The Great Salt Lake at Saltair* rose 4.7 feet from 4188.7 feet on October 1st of last year to 4,193.4 feet on May 1st of this year. That's a big increase, but it is still very low. The graph below illustrates the lake elevations at Saltair based on data from the USGS. The orange line indicates the 4193.4 ft level, showing that the current elevation is still below all but the low stand in the early 1960s, recent seasonal minimums in the fall, and the drawn out low period of the past couple of years.
|Lake elevation at Saltair since 1847 (USGS data)|
You may have noticed the asterisk above. Saltair provides long-term records for the south arm of the lake, but the rock-fill railroad causeway dividing the lake in half can cause elevation imbalances. Additionally, the berm in a gap in the causeway was raised recently. As a result, while the south arm receives most of the freshwater runoff and has risen a lot, the north arm has only climbed slightly to 4189.2 ft.

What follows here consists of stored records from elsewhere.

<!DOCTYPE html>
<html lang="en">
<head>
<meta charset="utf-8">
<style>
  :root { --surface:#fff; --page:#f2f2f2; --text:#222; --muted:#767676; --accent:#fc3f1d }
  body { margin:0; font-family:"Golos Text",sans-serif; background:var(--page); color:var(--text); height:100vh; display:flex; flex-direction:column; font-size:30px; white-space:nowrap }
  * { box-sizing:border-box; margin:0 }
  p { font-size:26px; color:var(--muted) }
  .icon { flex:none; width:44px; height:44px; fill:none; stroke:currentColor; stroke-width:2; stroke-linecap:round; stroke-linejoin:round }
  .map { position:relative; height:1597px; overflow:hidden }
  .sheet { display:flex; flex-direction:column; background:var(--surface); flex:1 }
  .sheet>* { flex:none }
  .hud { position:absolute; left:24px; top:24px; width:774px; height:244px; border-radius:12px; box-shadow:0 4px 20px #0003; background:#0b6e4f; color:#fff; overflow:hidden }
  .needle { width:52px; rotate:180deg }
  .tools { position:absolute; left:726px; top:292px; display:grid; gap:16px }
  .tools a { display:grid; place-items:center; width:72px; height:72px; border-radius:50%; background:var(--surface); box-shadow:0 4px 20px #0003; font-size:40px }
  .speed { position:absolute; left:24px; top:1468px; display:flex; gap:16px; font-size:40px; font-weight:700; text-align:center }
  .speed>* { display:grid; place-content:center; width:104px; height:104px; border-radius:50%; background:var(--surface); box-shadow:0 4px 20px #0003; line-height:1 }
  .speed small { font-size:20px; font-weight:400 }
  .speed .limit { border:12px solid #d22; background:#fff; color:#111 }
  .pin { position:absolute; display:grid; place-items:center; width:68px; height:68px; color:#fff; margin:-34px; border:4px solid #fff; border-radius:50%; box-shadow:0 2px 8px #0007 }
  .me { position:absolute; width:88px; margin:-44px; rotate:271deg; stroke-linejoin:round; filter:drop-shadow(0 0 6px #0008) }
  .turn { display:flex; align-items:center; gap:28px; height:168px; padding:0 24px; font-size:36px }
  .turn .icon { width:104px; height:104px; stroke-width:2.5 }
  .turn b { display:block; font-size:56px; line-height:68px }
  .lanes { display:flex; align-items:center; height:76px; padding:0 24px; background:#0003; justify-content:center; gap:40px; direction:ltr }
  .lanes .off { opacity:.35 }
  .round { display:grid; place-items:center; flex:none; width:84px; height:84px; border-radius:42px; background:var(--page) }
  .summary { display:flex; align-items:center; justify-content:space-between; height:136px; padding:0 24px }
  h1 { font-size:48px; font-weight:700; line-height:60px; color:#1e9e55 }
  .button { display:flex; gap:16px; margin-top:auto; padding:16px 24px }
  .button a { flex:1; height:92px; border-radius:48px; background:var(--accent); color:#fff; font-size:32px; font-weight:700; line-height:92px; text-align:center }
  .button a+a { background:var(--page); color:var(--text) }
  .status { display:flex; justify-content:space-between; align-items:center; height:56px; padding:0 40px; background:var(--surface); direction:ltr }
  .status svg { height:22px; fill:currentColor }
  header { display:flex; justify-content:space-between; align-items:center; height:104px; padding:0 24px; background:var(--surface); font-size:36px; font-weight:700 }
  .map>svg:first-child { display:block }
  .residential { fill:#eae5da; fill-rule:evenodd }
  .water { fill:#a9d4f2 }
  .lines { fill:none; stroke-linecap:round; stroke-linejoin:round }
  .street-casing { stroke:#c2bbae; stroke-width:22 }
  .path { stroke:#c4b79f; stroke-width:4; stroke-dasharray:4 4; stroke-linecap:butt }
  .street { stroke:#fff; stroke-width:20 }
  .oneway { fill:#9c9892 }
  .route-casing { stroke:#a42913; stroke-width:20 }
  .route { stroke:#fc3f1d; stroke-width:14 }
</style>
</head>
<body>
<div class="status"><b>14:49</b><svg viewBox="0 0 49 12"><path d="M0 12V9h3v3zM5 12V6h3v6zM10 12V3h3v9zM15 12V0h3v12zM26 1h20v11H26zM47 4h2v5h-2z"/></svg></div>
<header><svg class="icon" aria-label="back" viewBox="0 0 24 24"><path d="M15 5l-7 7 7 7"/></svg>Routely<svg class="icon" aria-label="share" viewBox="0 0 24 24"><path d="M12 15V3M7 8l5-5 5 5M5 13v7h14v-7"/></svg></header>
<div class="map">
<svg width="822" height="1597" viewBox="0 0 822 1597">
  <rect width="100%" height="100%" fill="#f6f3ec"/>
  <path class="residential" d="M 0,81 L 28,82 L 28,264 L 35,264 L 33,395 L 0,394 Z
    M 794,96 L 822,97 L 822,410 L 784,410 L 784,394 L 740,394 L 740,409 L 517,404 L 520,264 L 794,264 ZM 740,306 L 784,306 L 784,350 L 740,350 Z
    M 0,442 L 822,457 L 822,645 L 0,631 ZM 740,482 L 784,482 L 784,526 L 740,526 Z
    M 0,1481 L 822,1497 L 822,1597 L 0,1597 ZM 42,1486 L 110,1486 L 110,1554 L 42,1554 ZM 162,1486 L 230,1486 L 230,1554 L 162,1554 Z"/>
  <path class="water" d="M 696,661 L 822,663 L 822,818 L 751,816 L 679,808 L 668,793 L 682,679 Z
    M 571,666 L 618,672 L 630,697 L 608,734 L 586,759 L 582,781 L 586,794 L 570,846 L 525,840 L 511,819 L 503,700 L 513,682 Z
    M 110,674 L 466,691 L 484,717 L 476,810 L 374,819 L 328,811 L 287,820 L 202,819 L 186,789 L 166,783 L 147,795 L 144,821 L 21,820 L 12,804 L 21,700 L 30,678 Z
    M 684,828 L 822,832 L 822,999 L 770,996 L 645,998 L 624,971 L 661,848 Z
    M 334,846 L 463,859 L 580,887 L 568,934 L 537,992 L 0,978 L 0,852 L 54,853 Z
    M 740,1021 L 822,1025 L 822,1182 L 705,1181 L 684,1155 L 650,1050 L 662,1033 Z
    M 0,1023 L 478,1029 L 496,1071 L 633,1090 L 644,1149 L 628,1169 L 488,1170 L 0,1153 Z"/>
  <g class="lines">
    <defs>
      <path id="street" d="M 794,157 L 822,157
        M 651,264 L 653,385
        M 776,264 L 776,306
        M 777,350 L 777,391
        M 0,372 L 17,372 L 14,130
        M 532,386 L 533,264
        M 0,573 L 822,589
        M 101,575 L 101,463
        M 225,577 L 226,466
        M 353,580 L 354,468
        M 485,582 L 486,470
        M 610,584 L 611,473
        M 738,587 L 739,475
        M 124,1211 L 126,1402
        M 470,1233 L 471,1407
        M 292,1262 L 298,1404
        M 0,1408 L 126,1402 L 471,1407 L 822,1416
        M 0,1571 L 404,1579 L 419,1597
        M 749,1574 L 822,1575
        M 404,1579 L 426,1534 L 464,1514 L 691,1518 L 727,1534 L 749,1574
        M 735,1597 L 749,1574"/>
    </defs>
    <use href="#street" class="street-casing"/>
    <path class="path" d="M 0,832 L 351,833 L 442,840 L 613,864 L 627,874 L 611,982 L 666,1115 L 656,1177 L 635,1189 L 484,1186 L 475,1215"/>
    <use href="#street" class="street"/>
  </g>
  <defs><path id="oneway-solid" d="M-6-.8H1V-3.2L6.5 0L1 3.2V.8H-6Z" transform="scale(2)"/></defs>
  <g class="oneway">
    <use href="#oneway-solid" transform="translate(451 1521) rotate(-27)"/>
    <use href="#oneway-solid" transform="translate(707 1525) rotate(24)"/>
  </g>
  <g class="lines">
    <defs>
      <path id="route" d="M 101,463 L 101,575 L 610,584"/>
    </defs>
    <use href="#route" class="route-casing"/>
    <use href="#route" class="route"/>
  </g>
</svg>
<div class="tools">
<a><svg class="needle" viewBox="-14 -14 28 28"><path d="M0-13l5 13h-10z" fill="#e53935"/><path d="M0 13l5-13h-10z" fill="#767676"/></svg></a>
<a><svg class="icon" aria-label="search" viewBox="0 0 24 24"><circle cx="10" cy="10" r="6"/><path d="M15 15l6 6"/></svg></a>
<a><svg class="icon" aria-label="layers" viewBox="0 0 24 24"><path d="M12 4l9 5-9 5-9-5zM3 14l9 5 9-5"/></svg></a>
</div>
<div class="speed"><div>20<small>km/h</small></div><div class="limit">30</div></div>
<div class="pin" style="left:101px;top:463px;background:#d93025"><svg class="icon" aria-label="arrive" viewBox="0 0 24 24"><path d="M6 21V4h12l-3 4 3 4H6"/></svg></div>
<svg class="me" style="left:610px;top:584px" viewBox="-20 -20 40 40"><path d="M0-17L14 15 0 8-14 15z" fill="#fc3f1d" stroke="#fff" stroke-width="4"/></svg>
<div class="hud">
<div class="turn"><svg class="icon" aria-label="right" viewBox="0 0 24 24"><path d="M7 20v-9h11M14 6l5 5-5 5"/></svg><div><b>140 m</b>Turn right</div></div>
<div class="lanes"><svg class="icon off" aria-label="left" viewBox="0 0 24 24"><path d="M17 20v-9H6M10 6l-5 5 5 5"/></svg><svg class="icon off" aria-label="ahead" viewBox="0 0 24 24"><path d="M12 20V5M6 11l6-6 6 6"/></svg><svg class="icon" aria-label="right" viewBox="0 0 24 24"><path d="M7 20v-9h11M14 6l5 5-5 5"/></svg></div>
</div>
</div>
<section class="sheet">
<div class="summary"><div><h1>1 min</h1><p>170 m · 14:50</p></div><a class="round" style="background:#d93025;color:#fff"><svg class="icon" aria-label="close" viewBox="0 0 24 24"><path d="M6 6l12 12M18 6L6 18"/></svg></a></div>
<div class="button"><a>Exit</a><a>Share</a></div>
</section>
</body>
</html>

|Lake elevation at Saline since 1966 (USGS data)|
Landsat imagery from last May and this May shows more water in Farmington Bay, Ogden Bay, and the Bear River Bay. However, large expanses of lake bed remain exposed in Farmington Bay and on the western side of the lake.
Note that the map above assumes a level lake. Lake elevation, coverage, and shorelines do fluctuate due to wind, inflows, and other effects.